Prompt
From the entries below, copy out all lines holding "margin".

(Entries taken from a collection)
-------------------------
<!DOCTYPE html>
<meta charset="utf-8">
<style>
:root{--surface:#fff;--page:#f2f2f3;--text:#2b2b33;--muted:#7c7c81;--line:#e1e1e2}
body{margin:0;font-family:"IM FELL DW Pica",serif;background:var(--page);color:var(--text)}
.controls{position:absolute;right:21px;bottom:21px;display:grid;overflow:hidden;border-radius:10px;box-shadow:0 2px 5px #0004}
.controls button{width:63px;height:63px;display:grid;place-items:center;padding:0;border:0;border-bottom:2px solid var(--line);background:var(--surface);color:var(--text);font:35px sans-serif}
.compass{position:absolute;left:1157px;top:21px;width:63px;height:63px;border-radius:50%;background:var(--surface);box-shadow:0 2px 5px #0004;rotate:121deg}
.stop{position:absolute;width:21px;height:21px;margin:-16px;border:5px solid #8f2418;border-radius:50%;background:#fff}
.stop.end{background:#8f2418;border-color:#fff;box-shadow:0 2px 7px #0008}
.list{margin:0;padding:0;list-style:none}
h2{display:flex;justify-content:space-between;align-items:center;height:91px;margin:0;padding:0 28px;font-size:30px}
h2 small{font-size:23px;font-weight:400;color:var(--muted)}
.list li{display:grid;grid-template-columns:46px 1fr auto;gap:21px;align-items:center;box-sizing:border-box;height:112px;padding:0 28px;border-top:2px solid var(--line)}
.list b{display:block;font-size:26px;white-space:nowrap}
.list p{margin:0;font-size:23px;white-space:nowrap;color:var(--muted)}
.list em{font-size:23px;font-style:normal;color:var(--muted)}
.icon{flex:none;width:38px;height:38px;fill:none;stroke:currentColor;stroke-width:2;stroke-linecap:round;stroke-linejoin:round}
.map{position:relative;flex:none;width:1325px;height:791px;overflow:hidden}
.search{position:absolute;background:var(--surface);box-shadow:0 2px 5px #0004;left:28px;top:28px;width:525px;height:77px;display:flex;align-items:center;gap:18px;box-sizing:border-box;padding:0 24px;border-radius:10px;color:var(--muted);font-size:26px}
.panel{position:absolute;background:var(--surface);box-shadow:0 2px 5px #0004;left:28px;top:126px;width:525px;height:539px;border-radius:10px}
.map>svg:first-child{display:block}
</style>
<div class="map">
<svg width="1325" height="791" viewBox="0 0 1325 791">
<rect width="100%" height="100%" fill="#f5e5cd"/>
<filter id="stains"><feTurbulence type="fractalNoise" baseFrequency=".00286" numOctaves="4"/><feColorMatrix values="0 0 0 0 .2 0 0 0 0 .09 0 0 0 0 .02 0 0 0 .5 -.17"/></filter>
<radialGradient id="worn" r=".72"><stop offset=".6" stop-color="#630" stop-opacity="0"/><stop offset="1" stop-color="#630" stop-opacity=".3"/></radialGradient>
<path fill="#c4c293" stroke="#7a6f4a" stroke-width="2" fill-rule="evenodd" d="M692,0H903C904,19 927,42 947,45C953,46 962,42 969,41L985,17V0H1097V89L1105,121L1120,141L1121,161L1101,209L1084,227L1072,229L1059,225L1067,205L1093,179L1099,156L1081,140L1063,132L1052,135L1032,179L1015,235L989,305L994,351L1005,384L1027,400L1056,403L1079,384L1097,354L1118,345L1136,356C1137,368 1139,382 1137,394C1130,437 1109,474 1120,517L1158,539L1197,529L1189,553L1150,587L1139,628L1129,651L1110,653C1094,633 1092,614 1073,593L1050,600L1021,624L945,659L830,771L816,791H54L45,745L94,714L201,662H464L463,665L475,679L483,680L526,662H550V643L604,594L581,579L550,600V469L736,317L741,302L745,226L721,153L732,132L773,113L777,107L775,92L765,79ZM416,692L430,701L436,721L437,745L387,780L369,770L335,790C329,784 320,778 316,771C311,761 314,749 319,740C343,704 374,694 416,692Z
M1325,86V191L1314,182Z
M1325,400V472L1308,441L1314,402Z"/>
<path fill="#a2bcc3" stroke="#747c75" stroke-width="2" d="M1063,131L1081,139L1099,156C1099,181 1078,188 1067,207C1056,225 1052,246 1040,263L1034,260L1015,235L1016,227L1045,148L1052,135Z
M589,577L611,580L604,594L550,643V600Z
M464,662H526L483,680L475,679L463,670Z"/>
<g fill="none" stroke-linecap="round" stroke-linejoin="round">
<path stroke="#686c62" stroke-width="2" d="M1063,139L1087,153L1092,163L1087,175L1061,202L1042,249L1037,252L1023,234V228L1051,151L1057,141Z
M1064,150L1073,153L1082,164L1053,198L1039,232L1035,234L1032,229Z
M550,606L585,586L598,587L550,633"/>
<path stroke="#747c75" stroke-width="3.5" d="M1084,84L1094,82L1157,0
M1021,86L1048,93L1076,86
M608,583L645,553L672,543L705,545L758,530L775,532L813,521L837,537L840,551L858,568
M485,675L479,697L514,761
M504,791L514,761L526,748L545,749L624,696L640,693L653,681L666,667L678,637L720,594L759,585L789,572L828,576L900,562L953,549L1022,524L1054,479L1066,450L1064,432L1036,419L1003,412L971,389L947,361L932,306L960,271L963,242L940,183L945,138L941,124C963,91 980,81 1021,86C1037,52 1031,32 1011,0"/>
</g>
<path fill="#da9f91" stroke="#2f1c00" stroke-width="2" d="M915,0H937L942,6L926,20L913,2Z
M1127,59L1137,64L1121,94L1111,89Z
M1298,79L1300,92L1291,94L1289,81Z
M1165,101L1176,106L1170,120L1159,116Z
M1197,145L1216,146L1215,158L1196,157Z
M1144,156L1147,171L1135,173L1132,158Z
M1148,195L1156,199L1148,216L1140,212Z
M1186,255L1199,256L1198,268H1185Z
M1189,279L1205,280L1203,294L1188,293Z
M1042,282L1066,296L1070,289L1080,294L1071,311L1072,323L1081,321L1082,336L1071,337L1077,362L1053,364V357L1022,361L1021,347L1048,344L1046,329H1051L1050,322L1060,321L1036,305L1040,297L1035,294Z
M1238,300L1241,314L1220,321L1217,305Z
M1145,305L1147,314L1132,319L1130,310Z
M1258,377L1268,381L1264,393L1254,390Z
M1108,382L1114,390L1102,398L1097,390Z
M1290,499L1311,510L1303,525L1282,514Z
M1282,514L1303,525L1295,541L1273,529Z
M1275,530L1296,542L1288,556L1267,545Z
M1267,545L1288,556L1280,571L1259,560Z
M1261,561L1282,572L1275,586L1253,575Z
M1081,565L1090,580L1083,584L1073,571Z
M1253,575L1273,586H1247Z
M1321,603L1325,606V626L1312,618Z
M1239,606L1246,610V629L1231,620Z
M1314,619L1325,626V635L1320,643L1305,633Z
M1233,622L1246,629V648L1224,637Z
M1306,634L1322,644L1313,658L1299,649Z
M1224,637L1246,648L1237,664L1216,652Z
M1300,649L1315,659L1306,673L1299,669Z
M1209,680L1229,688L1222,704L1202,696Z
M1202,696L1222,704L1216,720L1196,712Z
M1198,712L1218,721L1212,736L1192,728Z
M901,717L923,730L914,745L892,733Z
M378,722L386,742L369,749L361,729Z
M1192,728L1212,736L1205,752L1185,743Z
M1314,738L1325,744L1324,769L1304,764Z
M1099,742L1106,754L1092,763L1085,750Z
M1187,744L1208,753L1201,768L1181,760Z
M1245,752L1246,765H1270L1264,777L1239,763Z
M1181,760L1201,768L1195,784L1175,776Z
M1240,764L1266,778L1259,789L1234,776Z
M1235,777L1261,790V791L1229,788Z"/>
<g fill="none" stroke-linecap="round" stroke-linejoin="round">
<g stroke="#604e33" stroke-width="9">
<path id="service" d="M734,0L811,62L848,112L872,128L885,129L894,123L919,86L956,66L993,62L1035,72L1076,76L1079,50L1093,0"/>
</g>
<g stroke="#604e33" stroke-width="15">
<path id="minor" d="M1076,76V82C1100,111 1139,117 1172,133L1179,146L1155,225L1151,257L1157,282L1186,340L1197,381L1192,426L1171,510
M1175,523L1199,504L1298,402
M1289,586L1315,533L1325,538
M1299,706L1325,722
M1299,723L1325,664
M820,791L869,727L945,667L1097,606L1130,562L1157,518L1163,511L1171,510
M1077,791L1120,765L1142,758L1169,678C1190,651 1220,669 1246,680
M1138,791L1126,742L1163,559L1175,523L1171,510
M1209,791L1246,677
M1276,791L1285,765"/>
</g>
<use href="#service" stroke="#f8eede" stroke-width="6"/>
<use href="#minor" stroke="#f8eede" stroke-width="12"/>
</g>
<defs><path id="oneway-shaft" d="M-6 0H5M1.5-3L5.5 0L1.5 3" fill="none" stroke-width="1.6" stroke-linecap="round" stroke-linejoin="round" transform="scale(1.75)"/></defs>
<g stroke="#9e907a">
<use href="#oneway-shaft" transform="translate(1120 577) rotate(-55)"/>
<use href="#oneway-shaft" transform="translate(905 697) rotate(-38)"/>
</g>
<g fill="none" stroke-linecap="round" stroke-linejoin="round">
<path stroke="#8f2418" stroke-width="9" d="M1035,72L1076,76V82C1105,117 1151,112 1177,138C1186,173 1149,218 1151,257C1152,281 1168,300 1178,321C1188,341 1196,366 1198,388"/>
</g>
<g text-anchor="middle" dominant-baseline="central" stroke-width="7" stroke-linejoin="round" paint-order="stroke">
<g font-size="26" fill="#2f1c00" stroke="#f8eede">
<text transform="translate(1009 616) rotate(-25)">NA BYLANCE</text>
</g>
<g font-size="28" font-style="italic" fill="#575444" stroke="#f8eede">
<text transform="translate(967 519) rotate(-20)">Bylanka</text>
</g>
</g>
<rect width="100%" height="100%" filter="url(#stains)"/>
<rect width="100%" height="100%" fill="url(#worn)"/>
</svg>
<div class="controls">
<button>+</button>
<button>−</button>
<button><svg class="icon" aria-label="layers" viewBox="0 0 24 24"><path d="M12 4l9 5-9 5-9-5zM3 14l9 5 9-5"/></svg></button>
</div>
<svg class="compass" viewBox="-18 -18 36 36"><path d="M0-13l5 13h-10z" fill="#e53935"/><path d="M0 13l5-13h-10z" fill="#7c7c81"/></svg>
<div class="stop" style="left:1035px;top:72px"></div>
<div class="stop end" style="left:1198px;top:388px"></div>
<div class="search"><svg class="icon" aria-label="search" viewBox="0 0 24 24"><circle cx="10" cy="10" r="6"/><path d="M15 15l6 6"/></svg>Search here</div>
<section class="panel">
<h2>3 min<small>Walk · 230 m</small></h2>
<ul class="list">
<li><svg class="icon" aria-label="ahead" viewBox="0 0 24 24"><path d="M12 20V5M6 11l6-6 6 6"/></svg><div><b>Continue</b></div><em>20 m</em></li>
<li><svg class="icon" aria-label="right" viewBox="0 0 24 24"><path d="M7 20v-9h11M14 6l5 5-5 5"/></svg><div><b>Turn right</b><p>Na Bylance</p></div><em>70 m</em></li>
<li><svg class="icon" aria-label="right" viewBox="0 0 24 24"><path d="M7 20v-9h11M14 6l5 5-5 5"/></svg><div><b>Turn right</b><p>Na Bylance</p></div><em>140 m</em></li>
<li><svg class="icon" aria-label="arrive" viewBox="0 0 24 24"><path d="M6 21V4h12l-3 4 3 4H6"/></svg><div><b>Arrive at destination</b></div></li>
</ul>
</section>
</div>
-------------------------
Output
body{margin:0;font-family:"IM FELL DW Pica",serif;background:var(--page);color:var(--text)}
.stop{position:absolute;width:21px;height:21px;margin:-16px;border:5px solid #8f2418;border-radius:50%;background:#fff}
.list{margin:0;padding:0;list-style:none}
h2{display:flex;justify-content:space-between;align-items:center;height:91px;margin:0;padding:0 28px;font-size:30px}
.list p{margin:0;font-size:23px;white-space:nowrap;color:var(--muted)}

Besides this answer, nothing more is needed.